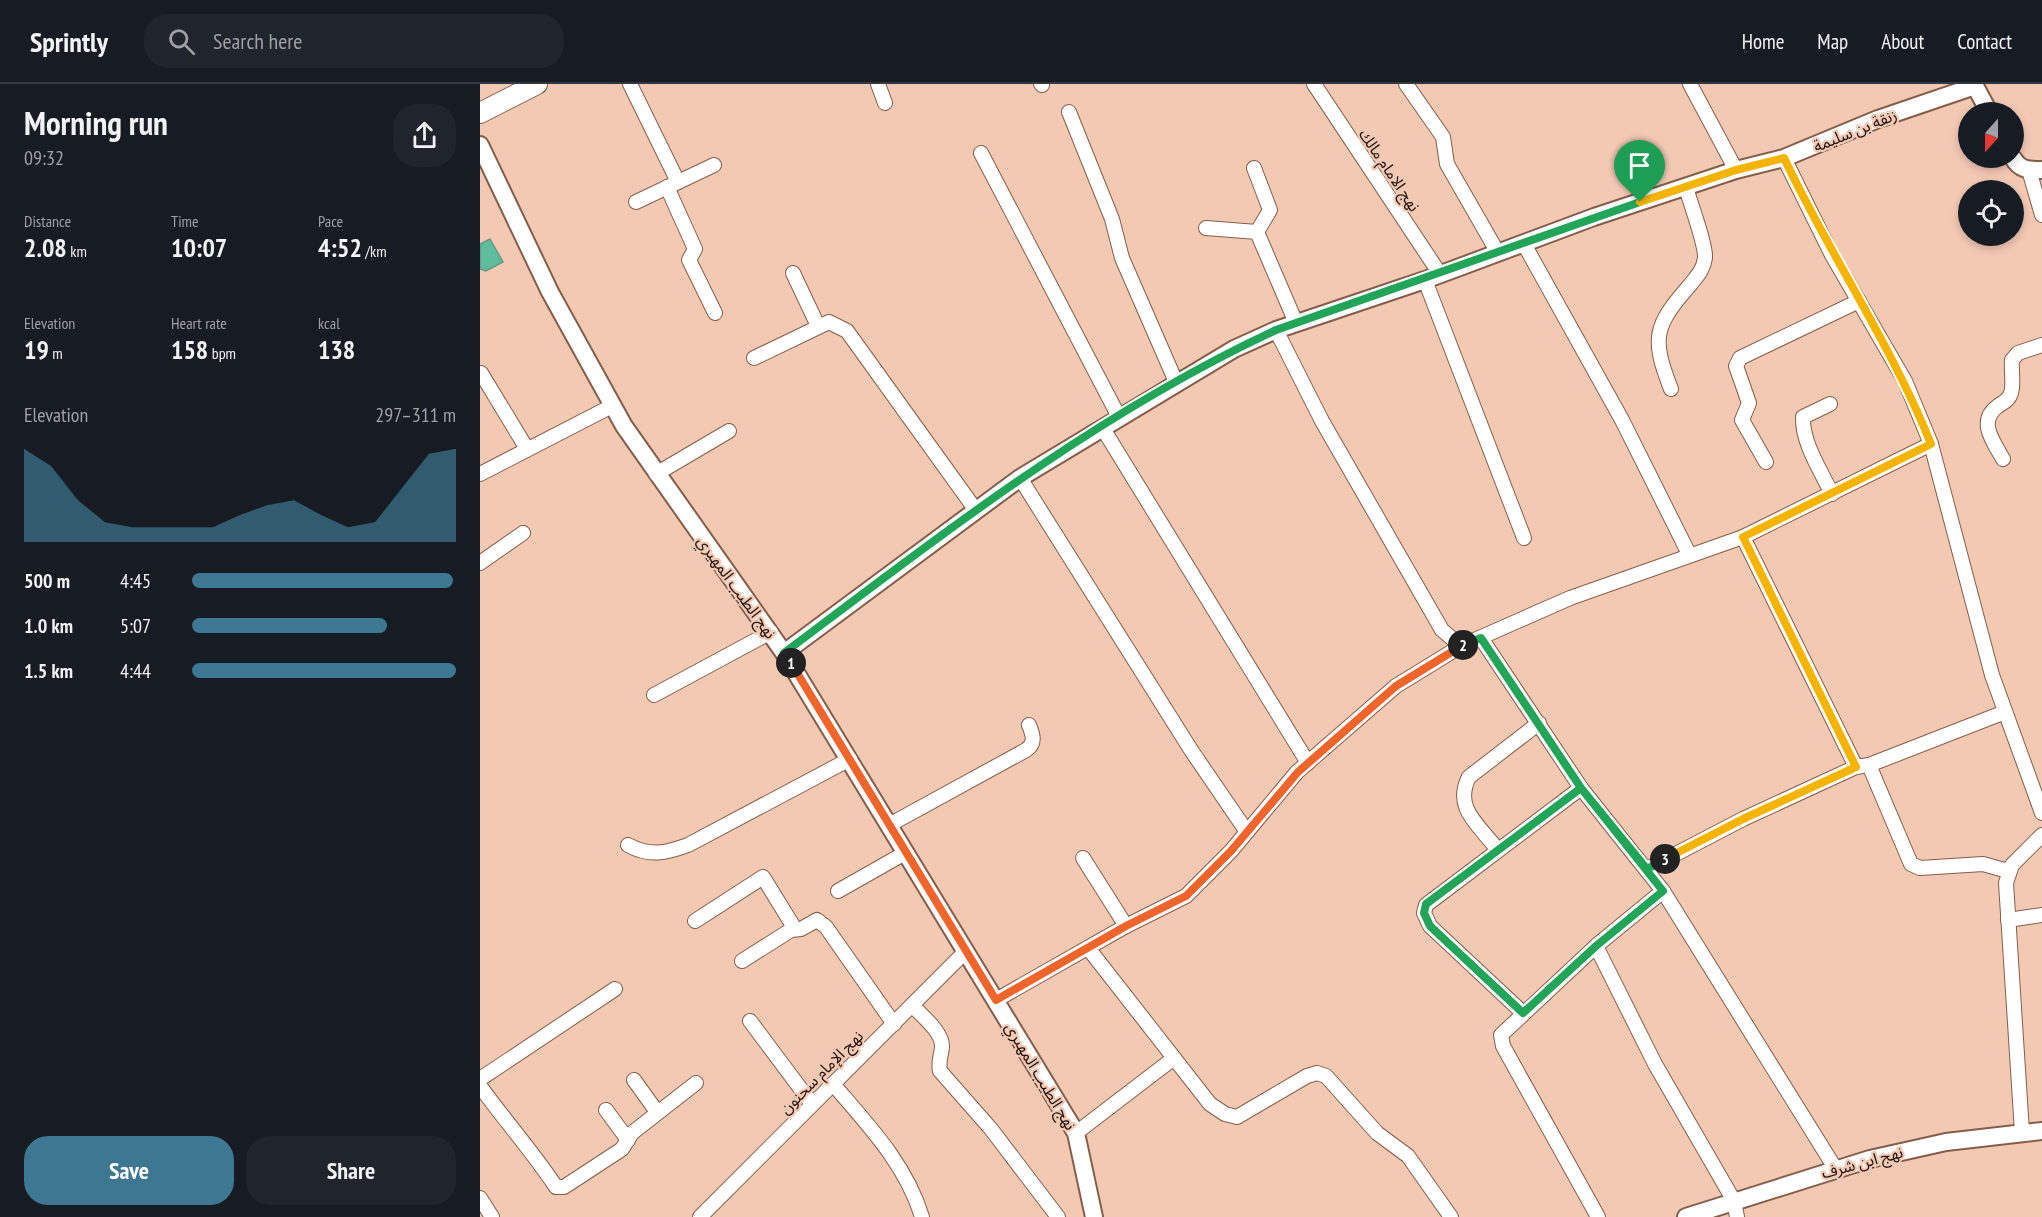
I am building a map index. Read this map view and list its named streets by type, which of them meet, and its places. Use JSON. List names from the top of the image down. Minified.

■ ■ ■ ■ ■ ■ ■

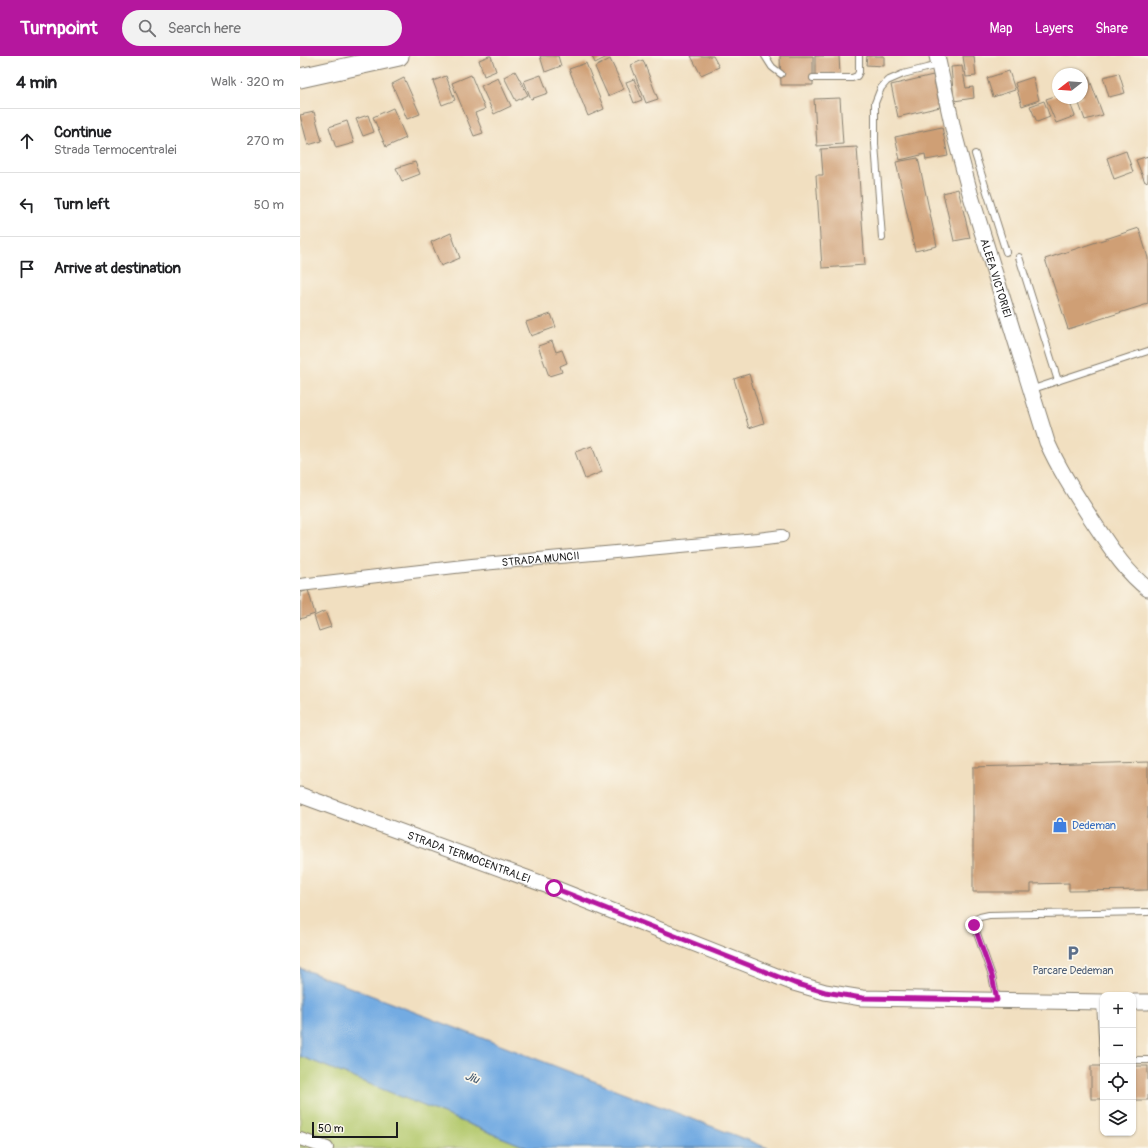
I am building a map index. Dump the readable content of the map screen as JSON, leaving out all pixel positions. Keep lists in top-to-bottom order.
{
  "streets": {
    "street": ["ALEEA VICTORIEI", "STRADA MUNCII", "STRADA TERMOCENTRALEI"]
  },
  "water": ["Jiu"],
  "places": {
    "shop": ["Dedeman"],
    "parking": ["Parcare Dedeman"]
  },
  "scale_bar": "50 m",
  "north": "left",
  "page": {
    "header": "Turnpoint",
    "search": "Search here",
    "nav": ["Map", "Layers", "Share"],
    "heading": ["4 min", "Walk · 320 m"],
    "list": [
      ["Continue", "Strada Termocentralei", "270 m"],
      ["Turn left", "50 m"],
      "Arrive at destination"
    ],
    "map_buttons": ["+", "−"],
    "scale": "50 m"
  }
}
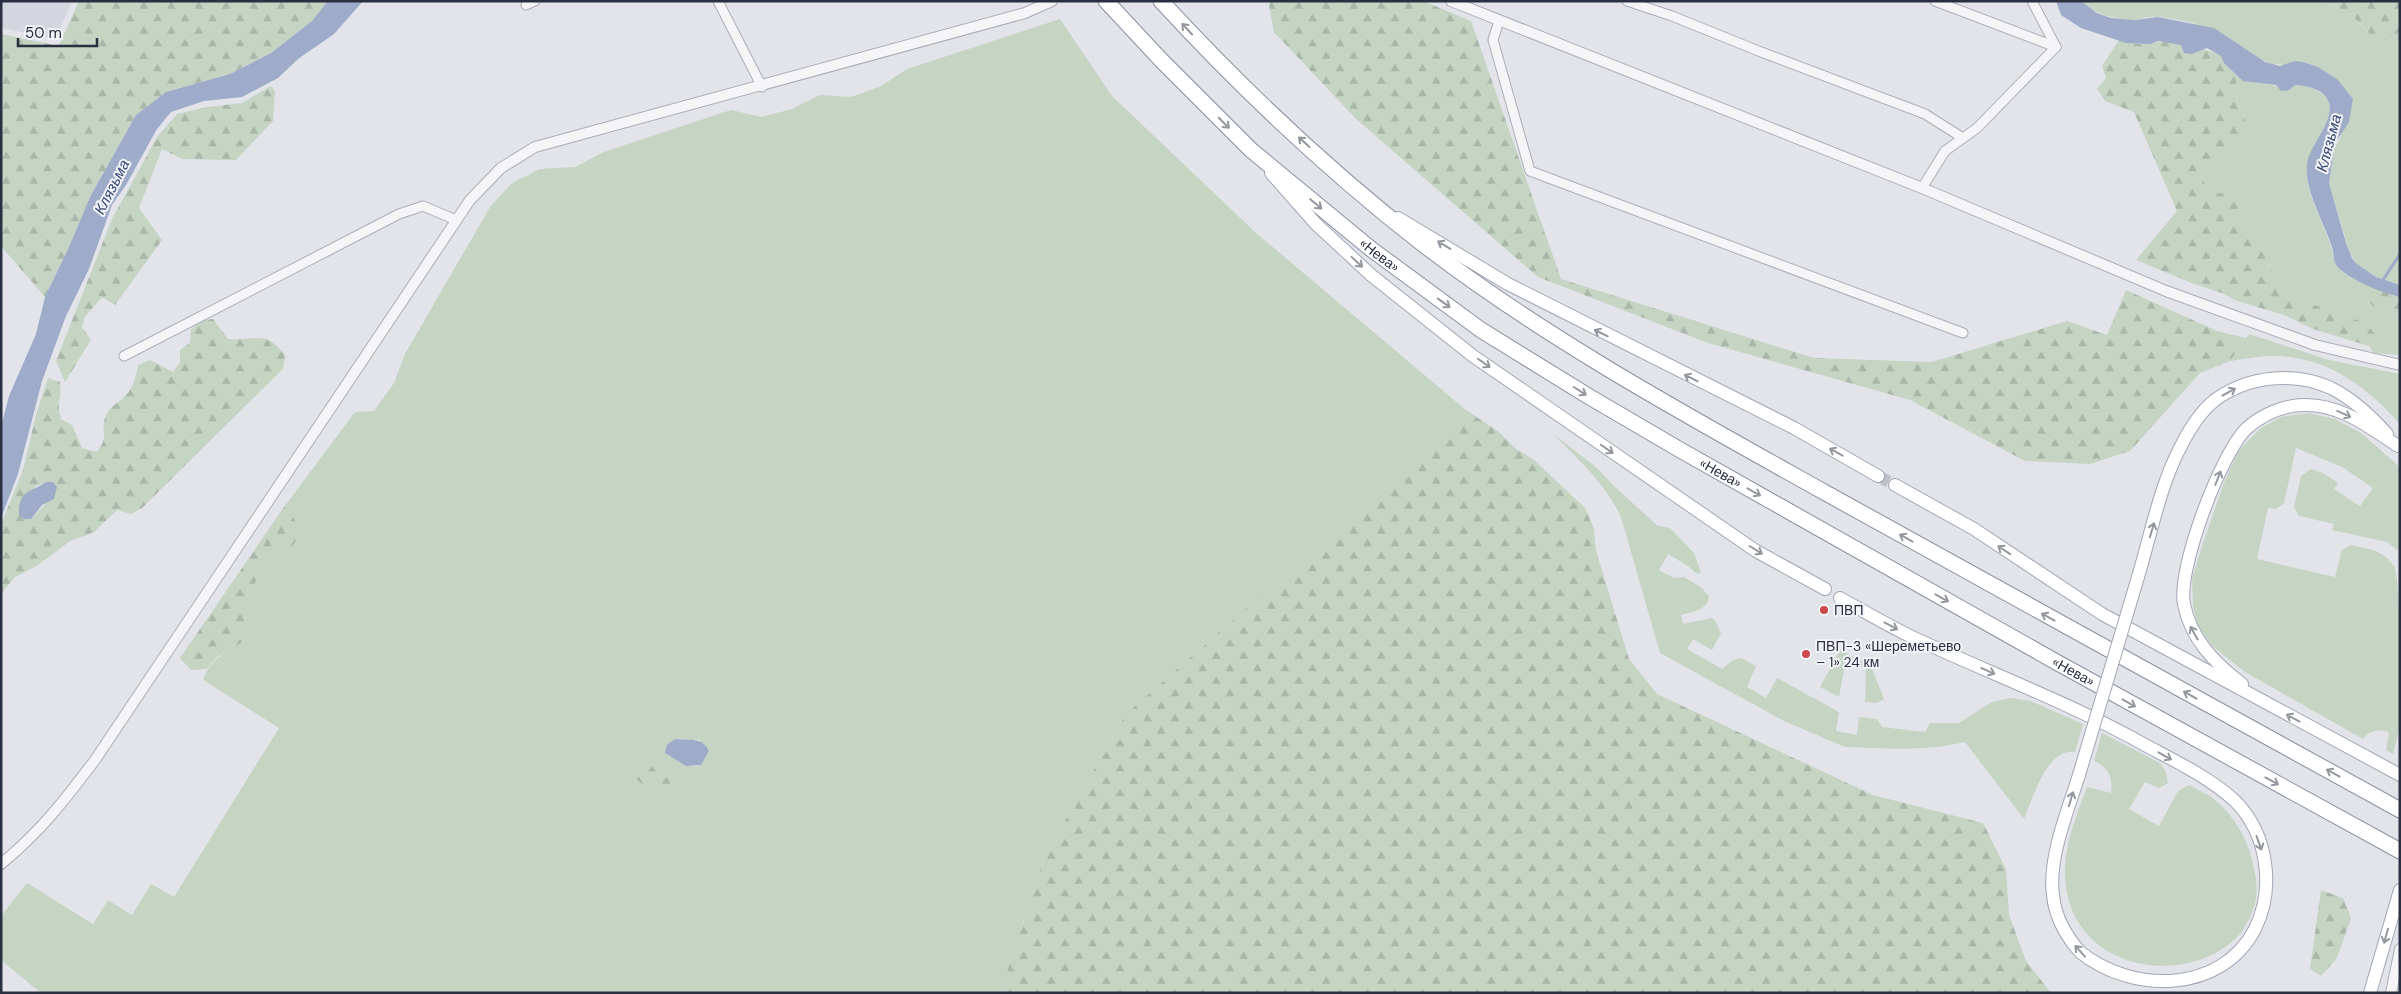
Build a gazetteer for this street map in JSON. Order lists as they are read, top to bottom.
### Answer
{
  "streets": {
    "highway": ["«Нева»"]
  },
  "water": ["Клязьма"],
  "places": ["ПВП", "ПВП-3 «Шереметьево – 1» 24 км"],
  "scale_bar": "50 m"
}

■ ■ ■ ■ ■ ■ ■

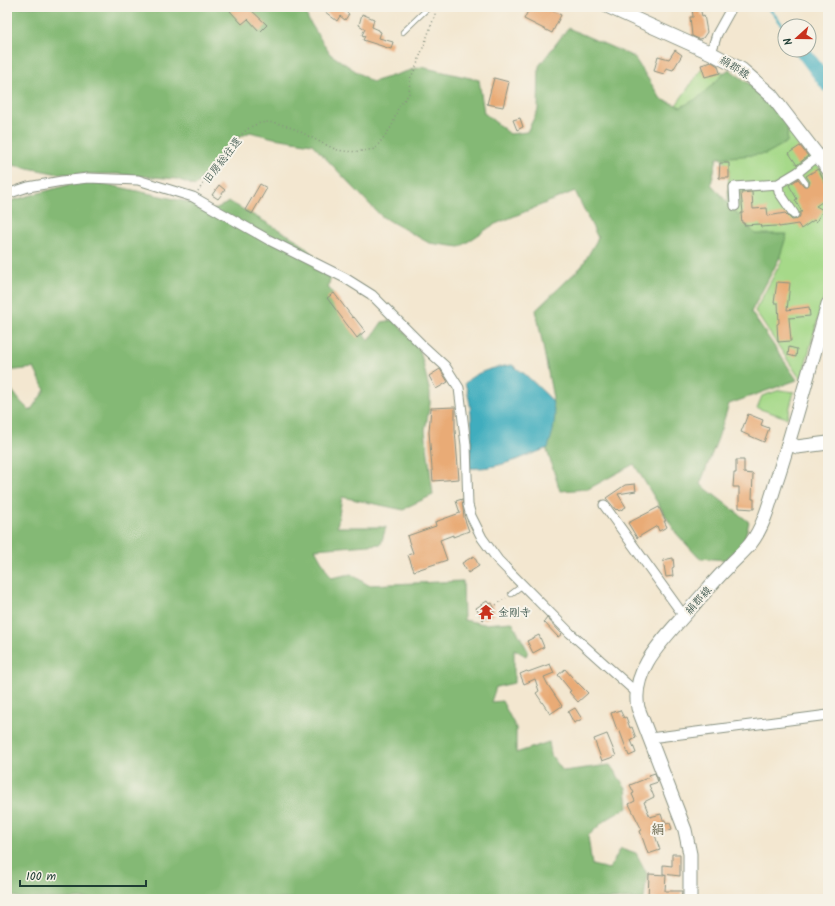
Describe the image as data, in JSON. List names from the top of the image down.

■ ■ ■ ■ ■ ■ ■

** YOUR GOAL **
Scan the data for the string "names" and copy each line in which it occurs.

** EXPECTED OUTPUT **
I am building a map index. Read this map view and list its named streets by type, which of them meet, and its places. Use JSON. List names from the top of the image down. Minified.
Describe the image as data, in JSON. List names from the top of the image down.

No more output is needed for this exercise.